塗料・接着剤樹脂部も同様の方針で再編を進めています。今後は、接着剤やシーラント、タイヤ用添加剤としての液状ポリブタジエンと、医療技術や包装業界向けの特殊アクリル樹脂という2つの中核分野に注力する予定です。同部で約1億ユーロの売上高を計上するポリオレフィン事業は、エボニックのC4チェーン事業に移管されます。これにより、ドイツ・マールを拠点とする2つのユニットにおけるサプライヤーとの緊密な関係をさらに活用することができます。将来的にC4チェーン事業の一部として売却される予定です。コーティングおよび接着剤用途のポリエステル事業は、新たな所有者に売却されることになります。同事業は、ドイツと中国に約330人の従業員を擁し、グローバルに展開しています。また、最大の拠点はドイツ・ヴィッテンにあり、約250人の従業員が働いています。上海にも従業員約30人の小規模工場があり、事業全体で年間約1.5億ユーロの売上を計上しています。同事業を含むスマートマテリアルズ部門の責任者であるローレン・ケルセン(Lauren Kjeldsen)は、「当社は、ポリエステル事業について幅広い専門技術を有していますが、長期的に世界での競争で勝ち残り、必要なマージンを得るには投資が不可欠です。ポリエステルを中核事業とする企業なら、これをより効果的に実現できるはずです」と述べています。売却先となる企業の調査は、今年中に開始する予定です。

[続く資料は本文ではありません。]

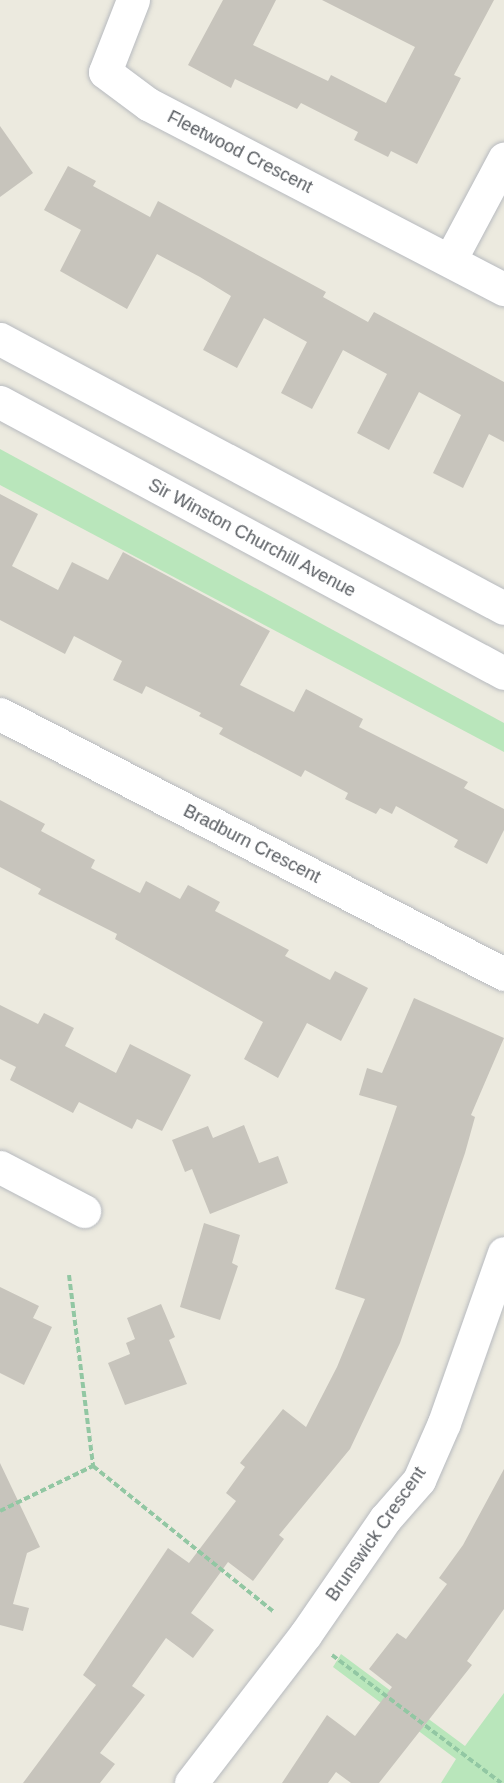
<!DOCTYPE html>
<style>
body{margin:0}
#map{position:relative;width:504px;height:1783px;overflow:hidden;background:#eceadf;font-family:Helvetica,sans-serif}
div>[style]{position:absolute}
.green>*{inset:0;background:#b9e6bb}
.building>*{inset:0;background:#c7c4bc}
.path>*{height:4px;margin-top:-2px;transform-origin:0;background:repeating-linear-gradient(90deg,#92c7a3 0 6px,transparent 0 9px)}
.roads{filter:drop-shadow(0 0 2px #b7babf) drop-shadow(0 0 2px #b7babf)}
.street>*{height:33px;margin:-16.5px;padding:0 16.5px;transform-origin:16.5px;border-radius:16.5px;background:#fff}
.secondary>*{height:33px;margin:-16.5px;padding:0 16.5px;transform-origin:16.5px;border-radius:16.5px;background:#fff}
span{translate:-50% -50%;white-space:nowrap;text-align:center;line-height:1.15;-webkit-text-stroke:4.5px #fff;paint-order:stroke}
.street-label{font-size:18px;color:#585c61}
</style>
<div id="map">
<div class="green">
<i style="clip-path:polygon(0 449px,504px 723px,504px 752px,0 485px)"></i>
<i style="clip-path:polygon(341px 1654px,465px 1746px,504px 1693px,504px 1783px,441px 1783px,456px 1759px,333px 1667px)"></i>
</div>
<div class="building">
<i style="clip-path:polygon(223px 0,276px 0,253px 45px,328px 81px,331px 75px,386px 103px,415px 47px,322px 0,494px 0,454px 75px,461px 78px,417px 164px,391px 151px,388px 157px,354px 140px,358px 132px,301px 103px,297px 109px,235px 79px,231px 88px,188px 65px)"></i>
<i style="clip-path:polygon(0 126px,33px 173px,0 197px)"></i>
<i style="clip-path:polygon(68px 166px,96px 181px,93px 186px,150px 217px,158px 201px,326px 292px,323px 297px,368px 322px,374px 312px,504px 382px,504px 442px,489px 434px,463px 488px,433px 473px,461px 415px,419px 392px,389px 450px,357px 433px,387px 374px,343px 350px,312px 409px,281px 393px,307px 342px,264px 318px,237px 368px,203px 350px,231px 296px,200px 277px,157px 254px,127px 309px,60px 271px,81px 230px,44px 210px)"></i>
<i style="clip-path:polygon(0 494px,38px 514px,12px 566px,58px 590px,72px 562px,108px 580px,123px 552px,270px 631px,240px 685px,294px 712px,306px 689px,363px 719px,359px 727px,468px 782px,464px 788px,504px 809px,504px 830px,487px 864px,454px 847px,458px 840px,396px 806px,392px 814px,380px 808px,376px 814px,345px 799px,348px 793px,305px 770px,301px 777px,219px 734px,223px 728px,199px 716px,201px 713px,146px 686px,142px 694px,113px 680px,122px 661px,74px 636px,65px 654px,0 620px)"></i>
<i style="clip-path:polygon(0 800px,45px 824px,41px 831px,95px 860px,91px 868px,140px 893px,146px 881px,180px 899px,188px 885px,220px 902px,215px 911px,289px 950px,285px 956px,330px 980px,335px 971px,368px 988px,341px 1041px,307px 1023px,278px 1078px,244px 1059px,263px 1022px,115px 939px,117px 934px,38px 894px,41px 889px,0 867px)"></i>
<i style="clip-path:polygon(414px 998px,504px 1038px,471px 1115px,475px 1117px,465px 1153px,400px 1343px,350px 1449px,279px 1535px,284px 1539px,253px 1581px,228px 1562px,191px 1613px,214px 1630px,193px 1658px,166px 1638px,132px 1686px,145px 1695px,100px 1753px,115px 1764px,100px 1783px,23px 1783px,96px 1685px,83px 1675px,168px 1548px,189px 1563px,236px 1501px,226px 1493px,245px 1467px,240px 1463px,283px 1409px,306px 1427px,337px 1367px,365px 1299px,335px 1289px,397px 1106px,359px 1095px,367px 1068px,382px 1073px)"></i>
<i style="clip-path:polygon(0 1005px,38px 1024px,44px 1013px,74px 1028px,65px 1046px,116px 1073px,130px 1044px,191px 1075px,162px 1131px,137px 1119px,132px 1129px,79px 1102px,73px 1113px,10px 1080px,16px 1067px,0 1059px)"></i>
<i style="clip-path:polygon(244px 1125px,259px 1163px,278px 1156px,288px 1183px,210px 1214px,192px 1169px,185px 1172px,172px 1140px,208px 1126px,213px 1138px)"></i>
<i style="clip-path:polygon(204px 1223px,240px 1235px,232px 1263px,238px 1266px,220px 1320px,180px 1307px)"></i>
<i style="clip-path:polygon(0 1287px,39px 1306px,33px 1318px,52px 1327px,24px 1385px,0 1373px)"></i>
<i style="clip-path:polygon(161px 1304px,175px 1337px,169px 1340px,187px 1384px,125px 1405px,108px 1363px,130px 1354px,126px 1343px,135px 1339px,127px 1318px)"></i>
<i style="clip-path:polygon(0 1463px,40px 1547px,27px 1553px,13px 1604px,29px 1608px,23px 1631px,0 1625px)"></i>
<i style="clip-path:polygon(504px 1469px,504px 1609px,467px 1661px,472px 1665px,379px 1783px,351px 1783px,336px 1772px,328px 1783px,282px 1783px,327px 1715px,355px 1736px,392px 1687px,369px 1669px,397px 1633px,406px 1639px,447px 1584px,439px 1578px,463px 1545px)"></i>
</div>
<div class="path">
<i style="left:69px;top:1275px;width:193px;rotate:82.8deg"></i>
<i style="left:93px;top:1466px;width:233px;rotate:38.9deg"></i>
<i style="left:0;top:1511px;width:103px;rotate:-25.8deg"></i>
<i style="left:332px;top:1655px;width:212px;rotate:37.1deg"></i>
</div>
<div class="roads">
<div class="street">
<i style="left:133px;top:0;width:77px;rotate:111.3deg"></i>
<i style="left:105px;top:72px;width:54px;rotate:36.7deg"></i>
<i style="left:148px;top:104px;width:401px;rotate:27.5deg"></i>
<i style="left:450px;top:260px;width:115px;rotate:-61.9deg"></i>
<i style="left:0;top:714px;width:567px;rotate:27.29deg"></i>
<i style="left:0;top:1167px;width:95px;rotate:27.6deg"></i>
<i style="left:191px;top:1783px;width:187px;rotate:-52.4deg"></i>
<i style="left:305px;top:1635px;width:141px;rotate:-55.4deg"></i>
<i style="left:385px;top:1519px;width:52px;rotate:-48.9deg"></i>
<i style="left:419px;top:1480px;width:62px;rotate:-66.3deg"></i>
<i style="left:444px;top:1423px;width:180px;rotate:-70.6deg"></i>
</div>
<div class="secondary">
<i style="left:0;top:339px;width:571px;rotate:28.09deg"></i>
<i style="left:0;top:402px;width:572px;rotate:28.27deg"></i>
</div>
</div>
<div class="street-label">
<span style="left:240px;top:152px;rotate:27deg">Fleetwood Crescent</span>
<span style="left:252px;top:538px;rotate:28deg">Sir Winston Churchill Avenue</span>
<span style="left:252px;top:844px;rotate:27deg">Bradburn Crescent</span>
<span style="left:376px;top:1534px;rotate:-55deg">Brunswick Crescent</span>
</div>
</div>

エボニックの最高人事責任者兼労務担当取締役のトーマス・ヴェッセル(Thomas Wessel)は、「事業を新しいオーナーに譲渡する場合も、個別に事業を停止する場合も、私たちは常に従業員代表に積極的に参画してもらいながら、社会的責任を果たす形で実施しています。事業売却の際も、投資家を慎重に選び、会社の将来と従業員の幸福を常に念頭に置いています」と明言しています。また取締役会長クリスチャン・クルマン(Christian Kullmann)は、「2つの事業部の再編は、当社のアプローチを象徴しています。つまり、自社の強みに集中することで、エボニックに内在する成長の可能性を引き出すことができるのです」と述べています。

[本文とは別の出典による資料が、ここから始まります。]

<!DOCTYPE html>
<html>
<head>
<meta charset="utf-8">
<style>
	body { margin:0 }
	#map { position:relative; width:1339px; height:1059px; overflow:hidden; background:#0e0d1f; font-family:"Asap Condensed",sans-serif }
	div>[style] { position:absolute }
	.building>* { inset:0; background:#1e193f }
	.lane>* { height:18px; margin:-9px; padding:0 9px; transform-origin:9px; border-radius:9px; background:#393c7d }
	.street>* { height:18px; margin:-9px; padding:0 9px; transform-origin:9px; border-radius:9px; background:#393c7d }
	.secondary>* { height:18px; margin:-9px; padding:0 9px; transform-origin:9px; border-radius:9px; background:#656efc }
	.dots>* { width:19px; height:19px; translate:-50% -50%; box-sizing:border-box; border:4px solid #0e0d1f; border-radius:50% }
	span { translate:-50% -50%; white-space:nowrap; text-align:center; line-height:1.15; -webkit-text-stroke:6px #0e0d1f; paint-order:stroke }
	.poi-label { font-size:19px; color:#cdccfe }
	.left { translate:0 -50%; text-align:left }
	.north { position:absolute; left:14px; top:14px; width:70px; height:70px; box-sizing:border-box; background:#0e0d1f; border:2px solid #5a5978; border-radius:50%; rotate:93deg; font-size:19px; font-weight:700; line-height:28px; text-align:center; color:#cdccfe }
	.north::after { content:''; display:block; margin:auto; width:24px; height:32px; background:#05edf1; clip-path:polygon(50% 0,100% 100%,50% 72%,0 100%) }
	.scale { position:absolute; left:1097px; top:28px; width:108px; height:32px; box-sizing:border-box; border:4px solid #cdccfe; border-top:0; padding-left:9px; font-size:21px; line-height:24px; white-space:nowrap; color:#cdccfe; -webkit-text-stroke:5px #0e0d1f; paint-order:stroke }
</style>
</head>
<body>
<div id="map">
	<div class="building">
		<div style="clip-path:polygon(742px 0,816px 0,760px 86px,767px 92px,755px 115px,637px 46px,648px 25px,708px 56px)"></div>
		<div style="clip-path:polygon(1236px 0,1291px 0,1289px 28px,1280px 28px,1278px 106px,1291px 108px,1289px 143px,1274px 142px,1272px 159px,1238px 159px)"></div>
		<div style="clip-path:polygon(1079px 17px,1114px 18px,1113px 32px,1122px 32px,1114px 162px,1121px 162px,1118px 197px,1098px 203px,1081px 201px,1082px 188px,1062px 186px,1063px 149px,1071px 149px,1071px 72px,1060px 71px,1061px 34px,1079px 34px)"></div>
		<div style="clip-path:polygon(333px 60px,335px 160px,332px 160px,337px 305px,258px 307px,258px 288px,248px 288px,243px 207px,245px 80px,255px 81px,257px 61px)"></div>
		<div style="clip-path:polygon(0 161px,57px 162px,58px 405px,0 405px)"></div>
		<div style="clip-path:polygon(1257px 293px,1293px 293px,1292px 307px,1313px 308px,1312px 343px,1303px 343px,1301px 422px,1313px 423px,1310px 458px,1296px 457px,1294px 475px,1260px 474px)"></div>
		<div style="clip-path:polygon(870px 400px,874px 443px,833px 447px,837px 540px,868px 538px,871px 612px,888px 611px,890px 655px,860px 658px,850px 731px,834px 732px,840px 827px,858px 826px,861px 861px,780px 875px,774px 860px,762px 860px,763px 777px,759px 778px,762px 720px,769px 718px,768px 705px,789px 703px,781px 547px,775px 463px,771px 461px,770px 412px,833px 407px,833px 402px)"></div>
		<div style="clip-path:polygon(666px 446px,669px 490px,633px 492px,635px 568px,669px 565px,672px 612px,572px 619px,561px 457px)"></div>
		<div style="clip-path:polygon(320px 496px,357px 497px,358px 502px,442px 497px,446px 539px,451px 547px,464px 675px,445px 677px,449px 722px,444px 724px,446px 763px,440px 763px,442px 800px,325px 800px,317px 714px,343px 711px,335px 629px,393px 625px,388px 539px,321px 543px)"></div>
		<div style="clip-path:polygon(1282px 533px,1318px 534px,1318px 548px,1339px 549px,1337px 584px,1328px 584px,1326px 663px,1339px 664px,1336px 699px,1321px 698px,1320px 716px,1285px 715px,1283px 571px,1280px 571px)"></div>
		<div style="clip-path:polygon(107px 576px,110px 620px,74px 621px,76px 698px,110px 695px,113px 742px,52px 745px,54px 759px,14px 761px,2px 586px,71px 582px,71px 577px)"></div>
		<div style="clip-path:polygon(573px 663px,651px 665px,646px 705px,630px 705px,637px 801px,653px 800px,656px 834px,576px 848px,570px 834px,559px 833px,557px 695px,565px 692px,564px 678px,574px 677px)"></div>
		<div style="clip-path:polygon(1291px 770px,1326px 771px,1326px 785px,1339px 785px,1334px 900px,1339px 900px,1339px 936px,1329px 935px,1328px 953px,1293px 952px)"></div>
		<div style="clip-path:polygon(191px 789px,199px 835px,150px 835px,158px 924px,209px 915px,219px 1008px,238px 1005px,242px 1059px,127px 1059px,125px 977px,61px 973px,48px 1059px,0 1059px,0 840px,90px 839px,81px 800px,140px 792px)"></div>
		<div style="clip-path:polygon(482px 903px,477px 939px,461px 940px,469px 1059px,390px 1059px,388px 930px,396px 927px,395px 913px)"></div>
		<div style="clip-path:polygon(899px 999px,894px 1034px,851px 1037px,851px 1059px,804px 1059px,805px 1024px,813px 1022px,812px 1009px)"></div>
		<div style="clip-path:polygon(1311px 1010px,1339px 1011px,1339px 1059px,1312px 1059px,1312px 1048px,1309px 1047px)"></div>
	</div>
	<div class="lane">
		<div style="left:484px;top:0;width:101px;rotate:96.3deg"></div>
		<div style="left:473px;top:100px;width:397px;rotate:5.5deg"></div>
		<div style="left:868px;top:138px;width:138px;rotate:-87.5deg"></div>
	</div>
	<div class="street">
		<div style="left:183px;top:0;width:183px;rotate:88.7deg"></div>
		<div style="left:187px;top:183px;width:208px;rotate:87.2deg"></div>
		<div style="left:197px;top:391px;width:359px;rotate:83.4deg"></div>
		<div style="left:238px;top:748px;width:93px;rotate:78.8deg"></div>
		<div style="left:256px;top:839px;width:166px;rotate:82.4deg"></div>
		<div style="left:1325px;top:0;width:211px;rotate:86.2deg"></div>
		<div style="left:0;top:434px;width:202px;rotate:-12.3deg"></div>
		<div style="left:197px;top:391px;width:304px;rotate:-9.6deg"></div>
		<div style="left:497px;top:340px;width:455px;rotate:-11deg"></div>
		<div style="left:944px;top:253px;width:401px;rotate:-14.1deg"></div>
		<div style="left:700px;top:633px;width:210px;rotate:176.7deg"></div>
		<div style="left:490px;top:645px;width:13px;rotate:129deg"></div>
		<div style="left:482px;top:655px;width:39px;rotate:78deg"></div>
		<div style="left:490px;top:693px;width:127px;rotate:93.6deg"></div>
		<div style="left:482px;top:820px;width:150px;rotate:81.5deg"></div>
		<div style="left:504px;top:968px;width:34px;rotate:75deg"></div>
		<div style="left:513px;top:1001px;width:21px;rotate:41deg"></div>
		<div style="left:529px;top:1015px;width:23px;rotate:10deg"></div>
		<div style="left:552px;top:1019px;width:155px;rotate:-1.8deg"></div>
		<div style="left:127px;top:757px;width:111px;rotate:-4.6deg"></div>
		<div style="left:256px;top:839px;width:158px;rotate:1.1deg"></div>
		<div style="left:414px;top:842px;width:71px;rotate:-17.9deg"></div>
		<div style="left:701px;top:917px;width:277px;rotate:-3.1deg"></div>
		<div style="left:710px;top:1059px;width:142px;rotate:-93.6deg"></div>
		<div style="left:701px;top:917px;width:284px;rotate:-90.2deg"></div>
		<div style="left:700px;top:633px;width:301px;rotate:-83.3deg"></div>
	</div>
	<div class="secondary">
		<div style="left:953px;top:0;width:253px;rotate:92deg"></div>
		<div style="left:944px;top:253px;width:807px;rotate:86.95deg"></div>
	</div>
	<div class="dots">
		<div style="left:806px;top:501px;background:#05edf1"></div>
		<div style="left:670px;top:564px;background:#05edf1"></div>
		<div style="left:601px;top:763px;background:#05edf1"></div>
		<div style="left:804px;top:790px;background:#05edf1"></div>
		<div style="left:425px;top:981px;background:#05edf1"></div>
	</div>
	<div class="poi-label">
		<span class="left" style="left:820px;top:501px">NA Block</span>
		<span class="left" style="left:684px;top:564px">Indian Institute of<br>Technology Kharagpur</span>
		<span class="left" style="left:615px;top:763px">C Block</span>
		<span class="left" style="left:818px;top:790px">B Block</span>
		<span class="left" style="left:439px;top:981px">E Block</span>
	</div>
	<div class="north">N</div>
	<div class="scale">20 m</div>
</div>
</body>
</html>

(本プレスリリースは、2024年10月 11日付で本社から発行されたプレスリリースを翻訳しています。)
エボニック インダストリーズについて
エボニックは、100ヵ国以上で事業を展開するスペシャルティケミカルの世界的リーダーの1つです。2023年度は、153億ユーロの売上、16.6億ユーロの営業利益(調整後EBITDA)を計上しました。 革新的で収益性の高い持続可能なソリューションをお客様に提案するために、私たちは化学のその先を目指します。「毎日の暮らしを豊かに」という同じ目的のもと、32,000人以上の社員が働いています。